Finite element analysis and CT-based structural rigidity analysis to assess failure load in bones with simulated lytic defects

Affiliations

Finite element analysis and CT-based structural rigidity analysis to assess failure load in bones with simulated lytic defects

Lorenzo Anez-Bustillos et al. Bone. 2014 Jan.

Abstract

There is an urgent need to improve the prediction of fracture risk for cancer patients with bone metastases. Pathological fractures that result from these tumors frequently occur in the femur. It is extremely difficult to determine the fracture risk even for experienced physicians. Although evolving, fracture risk assessment is still based on inaccurate predictors estimated from previous retrospective studies. As a result, many patients are surgically over-treated, whereas other patients may fracture their bones against expectations. We mechanically tested ten pairs of human cadaveric femurs to failure, where one of each pair had an artificial defect simulating typical metastatic lesions. Prior to testing, finite element (FE) models were generated and computed tomography rigidity analysis (CTRA) was performed to obtain axial and bending rigidity measurements. We compared the two techniques on their capacity to assess femoral failure load by using linear regression techniques, Student's t-tests, the Bland-Altman methodology and Kendall rank correlation coefficients. The simulated FE failure loads and CTRA predictions showed good correlation with values obtained from the experimental mechanical testing.
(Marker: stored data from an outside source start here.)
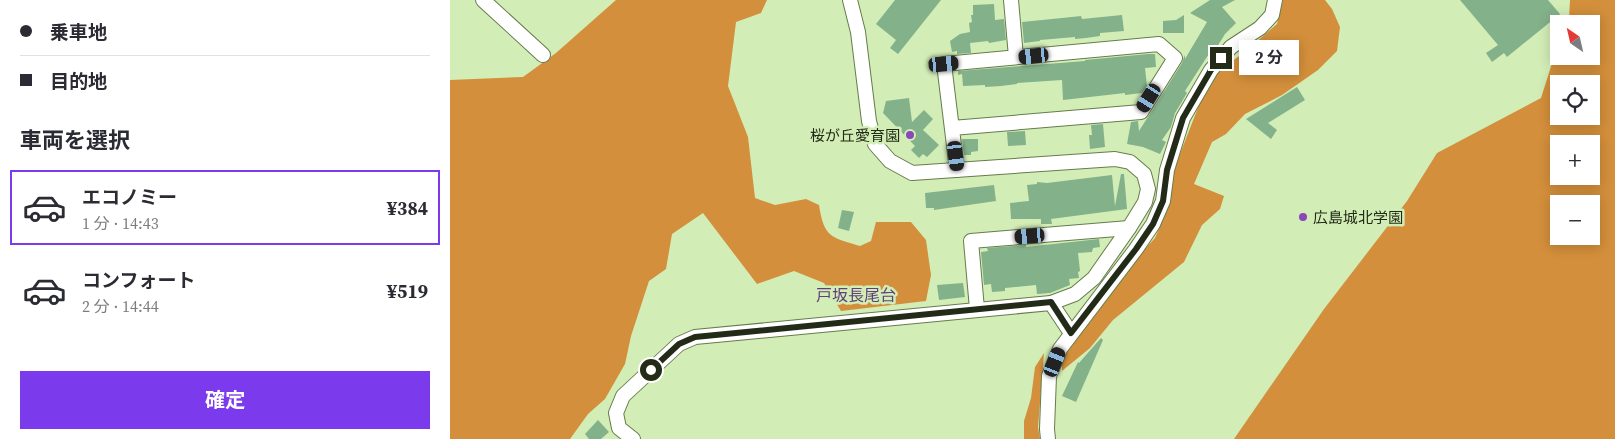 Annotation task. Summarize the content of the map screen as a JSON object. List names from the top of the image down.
{
  "districts": ["戸坂長尾台"],
  "places": ["桜が丘愛育園", "広島城北学園"],
  "north": "top left",
  "page": {
    "banner": ["乗車地", "目的地"],
    "map_buttons": ["+", "−"],
    "bubble": "2 分",
    "heading": "車両を選択",
    "list": [
      {
        "name": "エコノミー",
        "note": "1 分 · 14:43",
        "value": "¥384"
      },
      {
        "name": "コンフォート",
        "note": "2 分 · 14:44",
        "value": "¥519"
      }
    ],
    "buttons": "確定"
  }
} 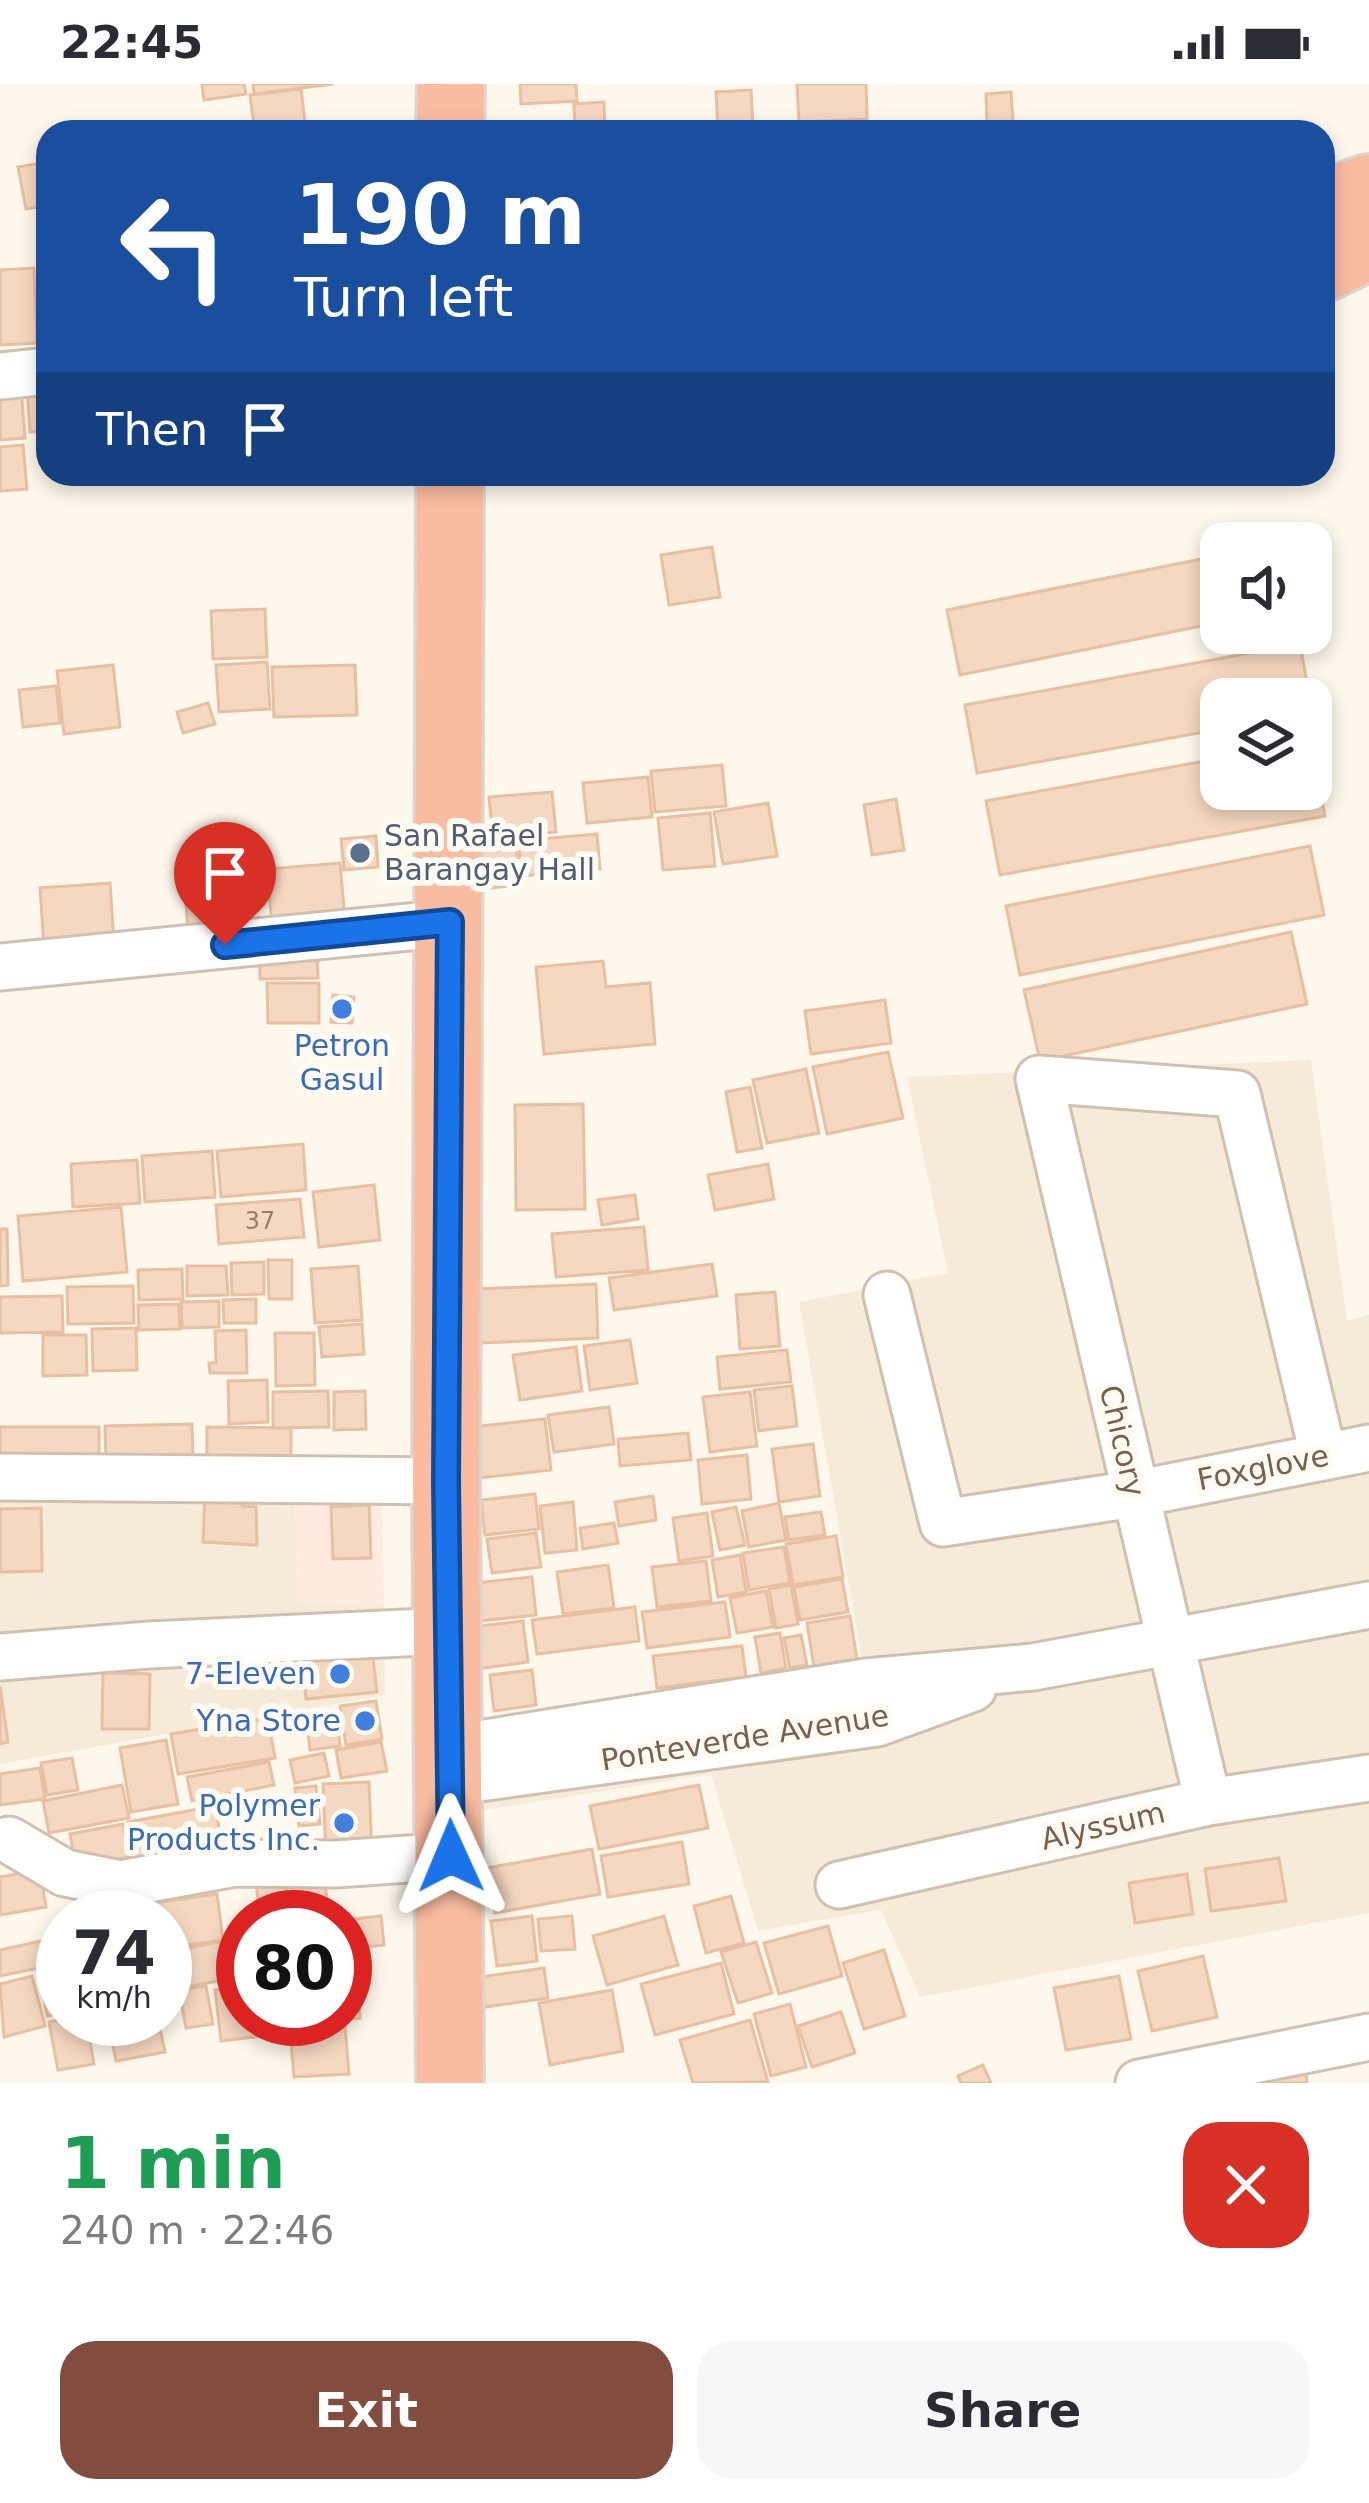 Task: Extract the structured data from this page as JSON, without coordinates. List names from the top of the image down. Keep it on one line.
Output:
{"streets":{"street":["Chicory","Foxglove","Ponteverde Avenue","Alyssum"]},"crossings":[["Chicory","Foxglove"],["Chicory","Ponteverde Avenue"],["Chicory","Alyssum"]],"places":["San Rafael Barangay Hall","Petron Gasul","7-Eleven","Yna Store","Polymer Products Inc."],"house_numbers":["37"],"page":{"status":"22:45","turn":["190 m","Turn left"],"then":"Then","speed":"74 km/h","limit":"80","heading":["1 min","240 m · 22:46"],"buttons":["Exit","Share"]}} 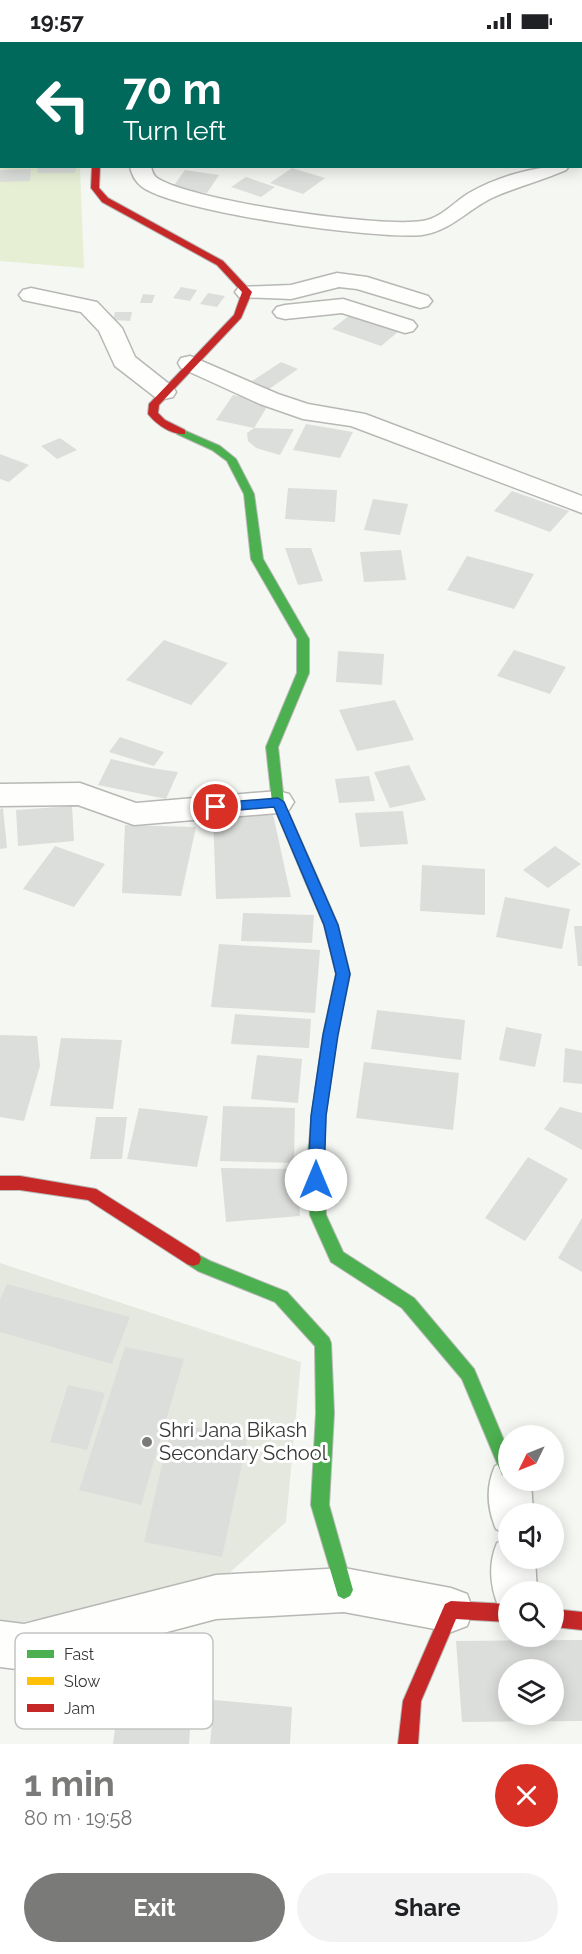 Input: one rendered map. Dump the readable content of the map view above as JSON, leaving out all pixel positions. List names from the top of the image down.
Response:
{
  "places": ["Shri Jana Bikash Secondary School"],
  "legend": ["Fast", "Slow", "Jam"],
  "north": "bottom left",
  "page": {
    "status": "19:57",
    "turn": ["70 m", "Turn left"],
    "heading": ["1 min", "80 m · 19:58"],
    "buttons": ["Exit", "Share"]
  }
}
Kendall rank correlation coefficients between the FE rankings and the CTRA rankings showed moderate to good correlations. No significant differences in prediction accuracy were found between the two methods. Non-invasive fracture risk assessment techniques currently developed both correlated well with actual failure loads in mechanical testing suggesting that both methods could be further developed into a tool that can be used in clinical practice. The results in this study showed slight differences between the methods, yet validation in prospective patient studies should confirm these preliminary findings.

Keywords: CT-based structural rigidity analysis; Femur; Finite element analysis; Lytic lesion.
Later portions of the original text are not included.